You'll meet people from all over the world. No one day will likely be the same. And some of your colleagues will be sharks. And whales. And sea lions - with really bad breath. But it won't matter. They're adorable. Let's face it, having a job at the Georgia Aquarium can provide an experience of a lifetime. Therefore, it's no surprise Corey Brown, human resources manager for the aquarium, sifts through at least 1,000 applications for many entry-level positions. How can you stand out in an applicant pool that size? Here's some information that may help:
How to apply
Brown said the Georgia Aquarium prefers receiving applications online, although you may also send your paperwork via fax. Keep in mind, online applications are electronically scanned for keywords using an applicant tracking system. Therefore, make sure your resume and/or cover letter includes some of the exact wording listed in the job description. Brown also suggests keeping your resume to a single page and tailoring your cover letter to the position.
"The cover letter is an introduction of who you are, what your experience and background are and what you can bring to the table to grow the position," he said. "If you're applying for five different positions, then you should have five different cover letters."
How to nail the interview
Arrive 15 minutes early. Brown agrees 30 minutes is overkill and not a productive use of time. He also suggests bringing copies of your resume printed on professional resume paper, which can make your presentation more "memorable." Dress the part. When discussing this, Brown even mentioned "polished shoes."
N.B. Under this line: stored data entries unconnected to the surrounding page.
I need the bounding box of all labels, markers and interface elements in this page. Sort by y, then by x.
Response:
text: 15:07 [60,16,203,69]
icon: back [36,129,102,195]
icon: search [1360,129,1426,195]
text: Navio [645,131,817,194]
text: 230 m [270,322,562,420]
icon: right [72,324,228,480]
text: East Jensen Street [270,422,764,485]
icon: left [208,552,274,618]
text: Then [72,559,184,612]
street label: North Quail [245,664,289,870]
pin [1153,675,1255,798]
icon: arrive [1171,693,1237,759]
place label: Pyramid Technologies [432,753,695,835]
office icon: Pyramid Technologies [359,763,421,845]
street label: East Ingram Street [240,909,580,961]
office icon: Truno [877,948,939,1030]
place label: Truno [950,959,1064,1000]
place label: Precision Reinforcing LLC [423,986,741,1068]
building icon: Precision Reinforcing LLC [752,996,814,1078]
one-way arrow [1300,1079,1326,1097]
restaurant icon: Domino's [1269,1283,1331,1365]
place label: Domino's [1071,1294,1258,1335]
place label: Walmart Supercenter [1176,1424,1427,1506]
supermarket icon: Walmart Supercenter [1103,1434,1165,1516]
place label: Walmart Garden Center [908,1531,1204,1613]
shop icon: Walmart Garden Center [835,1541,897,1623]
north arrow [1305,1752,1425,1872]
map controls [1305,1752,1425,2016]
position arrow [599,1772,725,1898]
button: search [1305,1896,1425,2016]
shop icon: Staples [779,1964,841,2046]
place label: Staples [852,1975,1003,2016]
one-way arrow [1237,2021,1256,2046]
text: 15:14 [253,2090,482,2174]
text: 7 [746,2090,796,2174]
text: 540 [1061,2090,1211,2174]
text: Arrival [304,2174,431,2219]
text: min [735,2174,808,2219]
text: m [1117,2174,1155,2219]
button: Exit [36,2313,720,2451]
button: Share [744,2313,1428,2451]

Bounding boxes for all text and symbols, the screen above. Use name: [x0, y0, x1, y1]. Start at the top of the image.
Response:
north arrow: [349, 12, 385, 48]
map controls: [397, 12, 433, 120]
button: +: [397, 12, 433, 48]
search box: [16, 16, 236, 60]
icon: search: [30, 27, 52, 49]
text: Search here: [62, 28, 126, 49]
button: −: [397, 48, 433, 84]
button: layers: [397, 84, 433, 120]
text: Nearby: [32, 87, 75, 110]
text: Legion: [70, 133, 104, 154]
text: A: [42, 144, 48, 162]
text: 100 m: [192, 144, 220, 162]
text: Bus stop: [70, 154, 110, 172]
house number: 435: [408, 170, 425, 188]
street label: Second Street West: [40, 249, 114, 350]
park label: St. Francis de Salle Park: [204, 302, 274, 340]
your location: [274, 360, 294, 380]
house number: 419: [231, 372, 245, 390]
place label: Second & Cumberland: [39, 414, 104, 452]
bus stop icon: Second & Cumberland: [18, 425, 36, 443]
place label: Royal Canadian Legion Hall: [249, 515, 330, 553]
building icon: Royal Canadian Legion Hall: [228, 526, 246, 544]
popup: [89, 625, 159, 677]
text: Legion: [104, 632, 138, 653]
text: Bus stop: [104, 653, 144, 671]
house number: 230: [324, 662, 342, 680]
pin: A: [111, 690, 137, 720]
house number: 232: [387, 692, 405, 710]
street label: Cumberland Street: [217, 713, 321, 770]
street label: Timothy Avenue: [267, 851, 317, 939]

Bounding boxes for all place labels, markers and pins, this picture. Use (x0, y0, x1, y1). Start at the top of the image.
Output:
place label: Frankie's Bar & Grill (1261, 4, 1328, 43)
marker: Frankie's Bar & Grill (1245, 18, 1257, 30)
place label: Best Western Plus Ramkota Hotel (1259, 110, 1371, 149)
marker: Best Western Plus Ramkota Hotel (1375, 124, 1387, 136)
He said you don't have to wear a suit, but it's absolutely imperative you arrive in clean, professional attire. In addition, walk in knowledgeable. You'll receive an email confirming your interview. That email will contain information about the aquarium, hyperlinks and what to expect from the interview process. Be familiar with everything in it. Speak up and be respectable of the job applicants around you. Brown said it's important to project your voice and enunciate your words, because that's an indication of how you'll work with aquarium guests. He also encourages applicants to interact with others during the interview process, because this is another indication of how you'll be on the job.
Walk your talk. If you want to convey your passion for working with animals, you don't necessarily need a zoology degree, Brown said. But it does help to have volunteer experience or an internship supporting your commitment.
How to survive the unexpected
If something happens to keep you from arriving to the interview on time, he suggests showing up any way. Pull him aside and ask if you can reschedule, because that shows "respect of everyone's time." There are no guarantees it will happen, but you could get another shot. Brown said he makes those decisions on a case-by-case basis. One way to sway him is to convey your interest and desire to work for the aquarium. This may help, too: Brown said it's much easier to reschedule an interview for an entry-level position, because those panel discussions are held on a weekly and biweekly basis.
How to follow up
The interview is over, but you still have one, final opportunity to set yourself apart. At this point, Brown suggests mailing a handwritten thank you note.
"That demonstrates they have taken the time to handcraft their words and are thankful for the interview," he said.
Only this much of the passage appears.